Croyez-moi, on aime ça voir les choses pires qu’elles le sont. On le sait tous, la perfection est un idéal impossible. Personne n’est parfait, donc n’essayons pas de l’être et soyons nous. Nous sommes belles à notre manière, nous sommes bonnes et nous sommes capables de tout, ne l’oublions jamais. 

 

Kamille


 

Kamille Duplantie

Je m’appelle Kamille, j’ai 15 ans et je suis en 4e secondaire. Je suis en option danse et je pratique également la troupe de danse parascolaire. Mon autre passion est le chant. Dans la vie, j’aime lâcher mon fou. Rire, ça ne fait pas de mal à personne. Je ne vais pas vous le cacher, mon texte, je l’ai recommencé plus d’une fois me demandant pourquoi je faisais ça déjà? Je ne sais pas trop dans quoi je m’embarque à parler de mon opinion sur des sujets qui me touchent ou bien sur mon bagage personnel, mais, en même temps, pourquoi pas?

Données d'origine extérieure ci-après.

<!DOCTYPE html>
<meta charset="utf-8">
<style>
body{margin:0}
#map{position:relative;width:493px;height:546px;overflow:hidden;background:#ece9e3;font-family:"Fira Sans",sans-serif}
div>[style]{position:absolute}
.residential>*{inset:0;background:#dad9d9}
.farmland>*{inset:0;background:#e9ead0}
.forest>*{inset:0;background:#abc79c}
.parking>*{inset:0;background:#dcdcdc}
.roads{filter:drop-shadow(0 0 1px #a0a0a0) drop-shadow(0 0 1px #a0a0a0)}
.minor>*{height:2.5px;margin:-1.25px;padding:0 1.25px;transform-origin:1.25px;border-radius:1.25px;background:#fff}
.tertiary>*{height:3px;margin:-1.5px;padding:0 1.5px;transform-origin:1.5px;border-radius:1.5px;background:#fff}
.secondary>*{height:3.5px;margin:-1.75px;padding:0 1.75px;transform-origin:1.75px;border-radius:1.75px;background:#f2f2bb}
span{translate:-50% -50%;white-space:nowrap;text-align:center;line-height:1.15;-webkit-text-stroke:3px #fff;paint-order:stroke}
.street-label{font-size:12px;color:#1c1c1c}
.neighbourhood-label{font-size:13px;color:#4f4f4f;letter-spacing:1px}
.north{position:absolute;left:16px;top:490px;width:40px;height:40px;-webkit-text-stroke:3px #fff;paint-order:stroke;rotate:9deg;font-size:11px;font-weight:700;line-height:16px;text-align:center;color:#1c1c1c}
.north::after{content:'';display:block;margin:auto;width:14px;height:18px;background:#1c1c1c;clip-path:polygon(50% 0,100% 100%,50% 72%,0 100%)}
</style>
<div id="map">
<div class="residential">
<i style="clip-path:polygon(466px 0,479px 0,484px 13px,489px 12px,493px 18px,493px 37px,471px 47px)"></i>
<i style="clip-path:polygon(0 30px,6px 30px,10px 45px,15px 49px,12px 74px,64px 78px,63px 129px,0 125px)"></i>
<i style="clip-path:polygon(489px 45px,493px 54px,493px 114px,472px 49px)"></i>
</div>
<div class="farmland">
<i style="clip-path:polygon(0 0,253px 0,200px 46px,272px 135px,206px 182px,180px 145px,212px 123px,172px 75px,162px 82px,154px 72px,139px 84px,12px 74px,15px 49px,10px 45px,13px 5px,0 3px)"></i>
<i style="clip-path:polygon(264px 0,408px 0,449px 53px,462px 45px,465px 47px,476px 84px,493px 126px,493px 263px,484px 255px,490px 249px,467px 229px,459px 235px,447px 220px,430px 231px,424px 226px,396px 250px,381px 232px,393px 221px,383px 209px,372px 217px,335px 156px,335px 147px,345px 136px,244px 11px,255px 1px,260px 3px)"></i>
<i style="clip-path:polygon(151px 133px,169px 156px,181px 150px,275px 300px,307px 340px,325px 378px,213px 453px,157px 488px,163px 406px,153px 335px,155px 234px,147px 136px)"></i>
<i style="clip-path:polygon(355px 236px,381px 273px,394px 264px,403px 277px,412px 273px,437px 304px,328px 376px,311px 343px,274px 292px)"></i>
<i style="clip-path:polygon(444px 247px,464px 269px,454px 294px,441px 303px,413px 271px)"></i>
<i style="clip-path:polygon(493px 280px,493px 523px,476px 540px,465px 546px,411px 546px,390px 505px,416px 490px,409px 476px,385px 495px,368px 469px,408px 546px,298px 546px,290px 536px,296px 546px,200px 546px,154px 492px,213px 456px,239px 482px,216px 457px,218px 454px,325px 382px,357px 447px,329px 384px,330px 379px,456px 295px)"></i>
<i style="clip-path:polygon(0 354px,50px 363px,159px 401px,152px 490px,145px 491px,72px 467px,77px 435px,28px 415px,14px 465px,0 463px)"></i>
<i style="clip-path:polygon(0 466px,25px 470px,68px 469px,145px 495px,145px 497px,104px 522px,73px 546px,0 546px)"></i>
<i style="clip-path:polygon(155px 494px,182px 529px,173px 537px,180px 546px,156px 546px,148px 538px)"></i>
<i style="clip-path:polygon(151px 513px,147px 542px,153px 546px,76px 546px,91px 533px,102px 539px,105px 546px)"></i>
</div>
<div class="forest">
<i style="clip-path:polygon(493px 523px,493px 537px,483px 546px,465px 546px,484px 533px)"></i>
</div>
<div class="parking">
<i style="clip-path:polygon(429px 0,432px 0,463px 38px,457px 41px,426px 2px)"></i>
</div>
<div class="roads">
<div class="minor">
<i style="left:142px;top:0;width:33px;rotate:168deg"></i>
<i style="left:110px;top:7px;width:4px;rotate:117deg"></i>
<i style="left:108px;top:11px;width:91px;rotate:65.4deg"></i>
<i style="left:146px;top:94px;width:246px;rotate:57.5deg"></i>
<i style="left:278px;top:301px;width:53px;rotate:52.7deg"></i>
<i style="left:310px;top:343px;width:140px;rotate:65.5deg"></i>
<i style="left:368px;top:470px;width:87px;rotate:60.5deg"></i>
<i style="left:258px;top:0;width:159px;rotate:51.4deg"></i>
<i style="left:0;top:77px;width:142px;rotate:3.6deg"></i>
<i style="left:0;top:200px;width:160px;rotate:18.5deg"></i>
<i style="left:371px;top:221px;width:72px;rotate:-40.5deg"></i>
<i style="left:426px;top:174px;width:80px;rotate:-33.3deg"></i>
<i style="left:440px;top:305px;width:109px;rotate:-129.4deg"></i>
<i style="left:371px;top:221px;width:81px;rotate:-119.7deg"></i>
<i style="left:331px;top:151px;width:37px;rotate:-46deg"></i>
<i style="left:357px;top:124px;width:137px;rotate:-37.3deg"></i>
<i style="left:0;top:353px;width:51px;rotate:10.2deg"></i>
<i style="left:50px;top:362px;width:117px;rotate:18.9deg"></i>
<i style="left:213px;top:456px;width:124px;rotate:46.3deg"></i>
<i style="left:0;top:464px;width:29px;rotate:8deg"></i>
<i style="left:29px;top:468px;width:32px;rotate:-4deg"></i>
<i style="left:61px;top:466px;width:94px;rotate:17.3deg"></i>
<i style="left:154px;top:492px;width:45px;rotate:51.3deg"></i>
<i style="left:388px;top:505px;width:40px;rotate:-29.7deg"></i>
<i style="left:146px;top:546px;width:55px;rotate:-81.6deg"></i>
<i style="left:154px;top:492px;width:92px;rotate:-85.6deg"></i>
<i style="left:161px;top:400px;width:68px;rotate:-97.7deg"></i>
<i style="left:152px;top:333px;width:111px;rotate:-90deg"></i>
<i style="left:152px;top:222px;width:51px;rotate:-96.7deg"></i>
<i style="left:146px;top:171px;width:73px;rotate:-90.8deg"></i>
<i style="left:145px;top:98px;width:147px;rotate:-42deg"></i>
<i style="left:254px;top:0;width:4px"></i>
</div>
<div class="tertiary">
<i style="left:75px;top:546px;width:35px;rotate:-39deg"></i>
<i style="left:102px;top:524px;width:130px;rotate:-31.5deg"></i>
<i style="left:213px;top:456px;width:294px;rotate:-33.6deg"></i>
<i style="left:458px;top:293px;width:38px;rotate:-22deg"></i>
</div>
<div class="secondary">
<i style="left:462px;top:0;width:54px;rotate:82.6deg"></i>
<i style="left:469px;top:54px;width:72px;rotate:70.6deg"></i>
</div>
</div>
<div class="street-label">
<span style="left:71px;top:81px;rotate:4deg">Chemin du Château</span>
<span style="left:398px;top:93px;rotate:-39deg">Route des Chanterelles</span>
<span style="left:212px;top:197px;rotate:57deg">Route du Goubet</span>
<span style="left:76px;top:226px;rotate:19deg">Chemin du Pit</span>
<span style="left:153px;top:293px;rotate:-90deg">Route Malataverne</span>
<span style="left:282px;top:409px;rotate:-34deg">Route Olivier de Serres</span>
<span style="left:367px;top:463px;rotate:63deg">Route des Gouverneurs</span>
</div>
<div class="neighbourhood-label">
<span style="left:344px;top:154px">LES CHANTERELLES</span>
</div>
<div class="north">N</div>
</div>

Je me lance et je suis certaine que m’investir dans ce projet va faire grandir la jeune femme que je suis et, je l’espère, montrer à d’autres jeunes femmes, voire même jeunes hommes qui liraient mes textes, qu’on vit tous des choses pas faciles, mais on n’est jamais seul et il faut en parler. Nos insécurités peuvent nous faire sentir faible, mais c’est grâce à elles qu’on devient plus fort.